**TASK BRIEF:**
Each record should appear again in the response exactly as it does in the original.

=== Begin Enclosure ===

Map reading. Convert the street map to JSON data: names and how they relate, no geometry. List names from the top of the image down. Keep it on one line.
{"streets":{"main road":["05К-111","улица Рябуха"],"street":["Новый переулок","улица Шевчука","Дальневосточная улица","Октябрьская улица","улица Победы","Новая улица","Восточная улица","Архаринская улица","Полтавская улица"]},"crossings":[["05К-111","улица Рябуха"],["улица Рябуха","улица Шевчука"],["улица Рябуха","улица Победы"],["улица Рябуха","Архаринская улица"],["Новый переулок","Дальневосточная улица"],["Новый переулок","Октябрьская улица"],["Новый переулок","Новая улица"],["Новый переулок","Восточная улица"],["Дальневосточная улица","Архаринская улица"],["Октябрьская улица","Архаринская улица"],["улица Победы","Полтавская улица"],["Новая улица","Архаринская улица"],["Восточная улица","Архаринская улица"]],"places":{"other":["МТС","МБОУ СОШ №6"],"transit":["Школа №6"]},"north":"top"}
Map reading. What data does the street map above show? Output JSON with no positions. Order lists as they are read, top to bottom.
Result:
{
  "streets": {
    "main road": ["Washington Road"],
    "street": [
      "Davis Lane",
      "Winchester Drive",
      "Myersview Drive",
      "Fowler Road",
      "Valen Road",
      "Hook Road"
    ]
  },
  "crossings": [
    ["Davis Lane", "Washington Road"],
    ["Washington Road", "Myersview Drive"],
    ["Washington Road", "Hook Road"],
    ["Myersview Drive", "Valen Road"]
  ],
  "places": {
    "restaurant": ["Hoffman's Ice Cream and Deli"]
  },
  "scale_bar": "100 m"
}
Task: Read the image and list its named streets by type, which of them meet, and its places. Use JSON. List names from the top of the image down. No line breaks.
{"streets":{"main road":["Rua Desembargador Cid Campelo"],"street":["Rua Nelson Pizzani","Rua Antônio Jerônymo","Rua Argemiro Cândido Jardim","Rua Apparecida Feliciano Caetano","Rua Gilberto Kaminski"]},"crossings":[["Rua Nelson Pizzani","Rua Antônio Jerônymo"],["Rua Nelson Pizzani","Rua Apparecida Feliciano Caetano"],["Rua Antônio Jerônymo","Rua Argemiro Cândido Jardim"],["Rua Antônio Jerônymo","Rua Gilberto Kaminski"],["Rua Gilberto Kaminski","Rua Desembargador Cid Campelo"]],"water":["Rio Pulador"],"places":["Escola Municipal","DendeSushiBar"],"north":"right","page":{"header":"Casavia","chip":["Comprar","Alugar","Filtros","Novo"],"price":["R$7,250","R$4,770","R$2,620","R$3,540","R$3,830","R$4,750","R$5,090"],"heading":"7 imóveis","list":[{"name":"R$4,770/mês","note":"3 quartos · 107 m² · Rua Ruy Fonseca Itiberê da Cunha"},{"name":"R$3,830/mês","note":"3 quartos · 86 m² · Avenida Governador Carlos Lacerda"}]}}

=== End Enclosure ===

**RESPONSE FOR THIS EXERCISE:**
Map reading. Convert the street map to JSON data: names and how they relate, no geometry. List names from the top of the image down. Keep it on one line.
{"streets":{"main road":["05К-111","улица Рябуха"],"street":["Новый переулок","улица Шевчука","Дальневосточная улица","Октябрьская улица","улица Победы","Новая улица","Восточная улица","Архаринская улица","Полтавская улица"]},"crossings":[["05К-111","улица Рябуха"],["улица Рябуха","улица Шевчука"],["улица Рябуха","улица Победы"],["улица Рябуха","Архаринская улица"],["Новый переулок","Дальневосточная улица"],["Новый переулок","Октябрьская улица"],["Новый переулок","Новая улица"],["Новый переулок","Восточная улица"],["Дальневосточная улица","Архаринская улица"],["Октябрьская улица","Архаринская улица"],["улица Победы","Полтавская улица"],["Новая улица","Архаринская улица"],["Восточная улица","Архаринская улица"]],"places":{"other":["МТС","МБОУ СОШ №6"],"transit":["Школа №6"]},"north":"top"}
Map reading. What data does the street map above show? Output JSON with no positions. Order lists as they are read, top to bottom.
Result:
{
  "streets": {
    "main road": ["Washington Road"],
    "street": [
      "Davis Lane",
      "Winchester Drive",
      "Myersview Drive",
      "Fowler Road",
      "Valen Road",
      "Hook Road"
    ]
  },
  "crossings": [
    ["Davis Lane", "Washington Road"],
    ["Washington Road", "Myersview Drive"],
    ["Washington Road", "Hook Road"],
    ["Myersview Drive", "Valen Road"]
  ],
  "places": {
    "restaurant": ["Hoffman's Ice Cream and Deli"]
  },
  "scale_bar": "100 m"
}
Task: Read the image and list its named streets by type, which of them meet, and its places. Use JSON. List names from the top of the image down. No line breaks.
{"streets":{"main road":["Rua Desembargador Cid Campelo"],"street":["Rua Nelson Pizzani","Rua Antônio Jerônymo","Rua Argemiro Cândido Jardim","Rua Apparecida Feliciano Caetano","Rua Gilberto Kaminski"]},"crossings":[["Rua Nelson Pizzani","Rua Antônio Jerônymo"],["Rua Nelson Pizzani","Rua Apparecida Feliciano Caetano"],["Rua Antônio Jerônymo","Rua Argemiro Cândido Jardim"],["Rua Antônio Jerônymo","Rua Gilberto Kaminski"],["Rua Gilberto Kaminski","Rua Desembargador Cid Campelo"]],"water":["Rio Pulador"],"places":["Escola Municipal","DendeSushiBar"],"north":"right","page":{"header":"Casavia","chip":["Comprar","Alugar","Filtros","Novo"],"price":["R$7,250","R$4,770","R$2,620","R$3,540","R$3,830","R$4,750","R$5,090"],"heading":"7 imóveis","list":[{"name":"R$4,770/mês","note":"3 quartos · 107 m² · Rua Ruy Fonseca Itiberê da Cunha"},{"name":"R$3,830/mês","note":"3 quartos · 86 m² · Avenida Governador Carlos Lacerda"}]}}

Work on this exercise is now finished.